University of Virginia professor Elizabeth K. Meyer has been appointed the inaugural faculty director of Morven Programs’ new Sustainability Lab.
In a June announcement, the University and the UVA Foundation shared that the Morven Farm property, gifted to the foundation in 2001 by philanthropist John Kluge, would serve as UVA’s Sustainability Lab.
Research and academic programs at the new lab will focus on environment and sustainability, food and agriculture, physical and mental wellness, and history and legacy.
Aligning with the sustainability goals defined in the University’s 2030 Plan, the lab will examine and address today’s environmental sustainability challenges.
“This is a 3,000-acre cultural and scientific experimental learning lab,” Meyer said. “There has always been an assumption that Morven is an open space that needed to be filled with buildings and outside activity, but I see Morven as full of history and memory and ecology.
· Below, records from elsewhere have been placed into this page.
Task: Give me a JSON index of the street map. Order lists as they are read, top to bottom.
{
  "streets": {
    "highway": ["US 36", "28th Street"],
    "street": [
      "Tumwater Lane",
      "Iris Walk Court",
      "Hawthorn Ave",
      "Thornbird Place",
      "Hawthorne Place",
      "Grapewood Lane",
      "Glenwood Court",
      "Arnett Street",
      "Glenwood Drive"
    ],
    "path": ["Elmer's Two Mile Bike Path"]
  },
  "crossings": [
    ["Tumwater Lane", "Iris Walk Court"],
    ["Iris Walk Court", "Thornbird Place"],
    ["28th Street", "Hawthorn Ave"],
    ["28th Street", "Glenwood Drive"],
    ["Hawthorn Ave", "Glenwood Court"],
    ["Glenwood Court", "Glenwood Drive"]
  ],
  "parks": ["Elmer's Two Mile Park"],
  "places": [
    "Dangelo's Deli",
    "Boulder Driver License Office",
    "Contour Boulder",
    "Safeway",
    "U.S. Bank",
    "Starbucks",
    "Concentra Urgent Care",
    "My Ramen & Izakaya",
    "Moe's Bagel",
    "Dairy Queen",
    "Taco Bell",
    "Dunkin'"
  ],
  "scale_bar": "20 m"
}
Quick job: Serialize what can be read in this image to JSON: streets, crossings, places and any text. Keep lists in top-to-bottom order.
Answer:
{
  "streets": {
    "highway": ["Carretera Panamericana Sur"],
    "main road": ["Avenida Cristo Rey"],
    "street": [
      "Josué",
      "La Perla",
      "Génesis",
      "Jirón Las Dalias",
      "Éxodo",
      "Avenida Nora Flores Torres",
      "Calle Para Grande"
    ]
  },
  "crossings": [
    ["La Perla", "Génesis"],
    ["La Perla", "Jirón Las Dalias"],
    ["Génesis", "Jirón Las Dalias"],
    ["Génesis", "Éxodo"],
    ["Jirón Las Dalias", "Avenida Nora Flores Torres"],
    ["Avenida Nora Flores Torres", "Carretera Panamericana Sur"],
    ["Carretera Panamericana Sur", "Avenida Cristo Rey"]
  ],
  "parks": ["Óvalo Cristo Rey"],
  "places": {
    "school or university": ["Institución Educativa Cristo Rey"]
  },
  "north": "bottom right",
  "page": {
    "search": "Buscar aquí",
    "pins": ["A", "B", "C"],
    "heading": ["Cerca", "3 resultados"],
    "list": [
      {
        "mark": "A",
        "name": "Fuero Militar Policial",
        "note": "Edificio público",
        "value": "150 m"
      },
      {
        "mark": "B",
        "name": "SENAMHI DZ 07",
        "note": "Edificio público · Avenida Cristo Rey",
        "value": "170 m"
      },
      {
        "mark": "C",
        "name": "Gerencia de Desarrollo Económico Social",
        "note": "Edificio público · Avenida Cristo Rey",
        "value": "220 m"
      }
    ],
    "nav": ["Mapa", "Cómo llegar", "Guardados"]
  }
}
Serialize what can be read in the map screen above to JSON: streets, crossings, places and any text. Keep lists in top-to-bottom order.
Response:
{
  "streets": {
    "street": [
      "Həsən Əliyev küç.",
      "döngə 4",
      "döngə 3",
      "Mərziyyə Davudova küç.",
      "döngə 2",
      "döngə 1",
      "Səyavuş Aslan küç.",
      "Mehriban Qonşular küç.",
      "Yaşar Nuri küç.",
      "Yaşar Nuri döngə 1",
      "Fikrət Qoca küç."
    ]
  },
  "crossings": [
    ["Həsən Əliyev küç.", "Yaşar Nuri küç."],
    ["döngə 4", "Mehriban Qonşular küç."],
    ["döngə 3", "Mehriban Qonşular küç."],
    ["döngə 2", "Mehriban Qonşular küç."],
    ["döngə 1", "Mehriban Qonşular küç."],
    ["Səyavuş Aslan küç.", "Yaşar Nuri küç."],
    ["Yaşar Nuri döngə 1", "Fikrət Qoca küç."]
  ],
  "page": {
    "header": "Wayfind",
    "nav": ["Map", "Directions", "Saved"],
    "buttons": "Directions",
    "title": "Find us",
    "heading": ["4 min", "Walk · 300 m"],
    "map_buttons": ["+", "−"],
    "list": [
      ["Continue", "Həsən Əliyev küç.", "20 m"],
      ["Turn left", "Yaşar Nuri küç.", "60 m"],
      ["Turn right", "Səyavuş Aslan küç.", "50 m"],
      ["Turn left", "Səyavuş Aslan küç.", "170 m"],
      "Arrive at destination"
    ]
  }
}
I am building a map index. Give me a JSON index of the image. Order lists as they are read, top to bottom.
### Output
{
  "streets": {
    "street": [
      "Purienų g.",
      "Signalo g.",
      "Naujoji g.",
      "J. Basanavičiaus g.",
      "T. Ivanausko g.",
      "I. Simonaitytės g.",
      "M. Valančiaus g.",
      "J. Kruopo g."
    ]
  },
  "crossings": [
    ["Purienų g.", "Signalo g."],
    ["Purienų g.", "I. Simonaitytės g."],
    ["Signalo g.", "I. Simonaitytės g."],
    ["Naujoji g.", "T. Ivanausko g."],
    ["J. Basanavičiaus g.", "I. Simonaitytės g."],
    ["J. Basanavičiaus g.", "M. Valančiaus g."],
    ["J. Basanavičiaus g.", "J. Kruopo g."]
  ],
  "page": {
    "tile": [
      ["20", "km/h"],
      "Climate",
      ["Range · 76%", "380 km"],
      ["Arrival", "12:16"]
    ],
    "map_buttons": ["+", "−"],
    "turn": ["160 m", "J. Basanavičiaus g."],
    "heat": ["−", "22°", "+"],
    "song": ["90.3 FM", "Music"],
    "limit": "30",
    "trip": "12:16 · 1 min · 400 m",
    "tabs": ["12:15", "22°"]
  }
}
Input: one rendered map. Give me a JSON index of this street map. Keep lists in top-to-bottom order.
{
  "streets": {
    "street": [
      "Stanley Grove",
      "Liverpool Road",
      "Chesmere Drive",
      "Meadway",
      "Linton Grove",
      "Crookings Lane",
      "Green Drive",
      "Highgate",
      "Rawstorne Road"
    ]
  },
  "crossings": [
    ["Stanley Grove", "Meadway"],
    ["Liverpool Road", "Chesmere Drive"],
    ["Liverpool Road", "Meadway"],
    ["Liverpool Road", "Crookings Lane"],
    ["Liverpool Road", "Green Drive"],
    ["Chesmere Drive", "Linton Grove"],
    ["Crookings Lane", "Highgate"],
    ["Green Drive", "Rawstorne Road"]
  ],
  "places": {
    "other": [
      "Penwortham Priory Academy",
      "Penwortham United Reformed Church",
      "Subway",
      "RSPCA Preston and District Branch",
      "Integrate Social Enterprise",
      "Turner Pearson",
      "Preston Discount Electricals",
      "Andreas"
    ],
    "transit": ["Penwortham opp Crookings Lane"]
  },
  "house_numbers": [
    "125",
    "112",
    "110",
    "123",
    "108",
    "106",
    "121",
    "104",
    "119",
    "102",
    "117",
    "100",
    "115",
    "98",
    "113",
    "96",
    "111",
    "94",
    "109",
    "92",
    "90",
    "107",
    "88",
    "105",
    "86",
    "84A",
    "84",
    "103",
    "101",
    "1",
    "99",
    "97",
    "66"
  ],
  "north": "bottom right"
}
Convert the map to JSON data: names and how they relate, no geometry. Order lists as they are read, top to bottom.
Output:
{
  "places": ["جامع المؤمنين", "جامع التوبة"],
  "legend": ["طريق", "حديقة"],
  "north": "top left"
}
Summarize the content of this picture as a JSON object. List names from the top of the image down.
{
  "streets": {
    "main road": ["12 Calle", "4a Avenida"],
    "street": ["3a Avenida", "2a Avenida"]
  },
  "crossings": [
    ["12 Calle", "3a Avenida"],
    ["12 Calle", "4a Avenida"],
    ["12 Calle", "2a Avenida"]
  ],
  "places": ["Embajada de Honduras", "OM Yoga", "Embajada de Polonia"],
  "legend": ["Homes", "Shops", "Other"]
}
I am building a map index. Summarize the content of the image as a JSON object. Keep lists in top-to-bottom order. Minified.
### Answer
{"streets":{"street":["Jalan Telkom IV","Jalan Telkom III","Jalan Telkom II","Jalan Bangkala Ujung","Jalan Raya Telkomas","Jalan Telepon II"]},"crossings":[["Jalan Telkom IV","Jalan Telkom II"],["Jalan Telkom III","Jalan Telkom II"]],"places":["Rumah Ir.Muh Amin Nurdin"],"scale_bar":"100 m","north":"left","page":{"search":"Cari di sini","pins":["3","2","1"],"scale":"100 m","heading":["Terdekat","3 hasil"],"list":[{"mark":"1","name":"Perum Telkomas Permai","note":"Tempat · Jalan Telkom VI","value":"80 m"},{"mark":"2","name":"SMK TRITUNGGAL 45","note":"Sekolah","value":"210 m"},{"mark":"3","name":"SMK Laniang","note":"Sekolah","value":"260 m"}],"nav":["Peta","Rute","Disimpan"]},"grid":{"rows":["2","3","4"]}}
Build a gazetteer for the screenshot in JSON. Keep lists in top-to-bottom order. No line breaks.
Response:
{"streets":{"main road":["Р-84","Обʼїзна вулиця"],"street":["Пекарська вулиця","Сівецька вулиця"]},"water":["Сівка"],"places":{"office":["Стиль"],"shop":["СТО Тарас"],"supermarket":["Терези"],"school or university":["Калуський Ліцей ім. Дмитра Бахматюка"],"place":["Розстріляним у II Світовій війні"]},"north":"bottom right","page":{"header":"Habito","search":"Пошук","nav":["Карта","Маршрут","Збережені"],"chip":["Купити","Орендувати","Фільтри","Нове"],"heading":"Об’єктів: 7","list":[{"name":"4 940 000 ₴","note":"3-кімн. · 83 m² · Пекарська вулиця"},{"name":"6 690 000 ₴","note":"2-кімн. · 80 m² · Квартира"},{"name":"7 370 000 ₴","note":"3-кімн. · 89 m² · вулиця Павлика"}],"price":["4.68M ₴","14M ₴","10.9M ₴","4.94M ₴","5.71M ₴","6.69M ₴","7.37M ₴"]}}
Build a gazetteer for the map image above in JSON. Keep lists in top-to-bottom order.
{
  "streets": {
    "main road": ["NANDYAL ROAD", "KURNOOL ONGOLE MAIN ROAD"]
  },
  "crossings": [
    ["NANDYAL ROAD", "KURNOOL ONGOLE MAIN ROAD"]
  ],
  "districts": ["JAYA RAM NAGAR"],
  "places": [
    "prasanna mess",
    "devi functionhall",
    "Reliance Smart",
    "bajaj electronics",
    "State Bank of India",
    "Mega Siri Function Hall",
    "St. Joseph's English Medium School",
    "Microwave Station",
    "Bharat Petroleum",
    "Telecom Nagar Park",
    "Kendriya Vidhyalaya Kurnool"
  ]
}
I would love, five years from now, for students to say ‘I want to come to UVA because I could do a semester abroad at Morven.’ There are so many opportunities to build on the incredible work that has been done on food sustainability, and I can see the excitement in students’ eyes when research is paired with learning on site.”
Meyer is the Merrill D. Peterson Professor of Landscape Architecture at UVA’s School of Architecture, where she also served as dean from 2014 to 2016.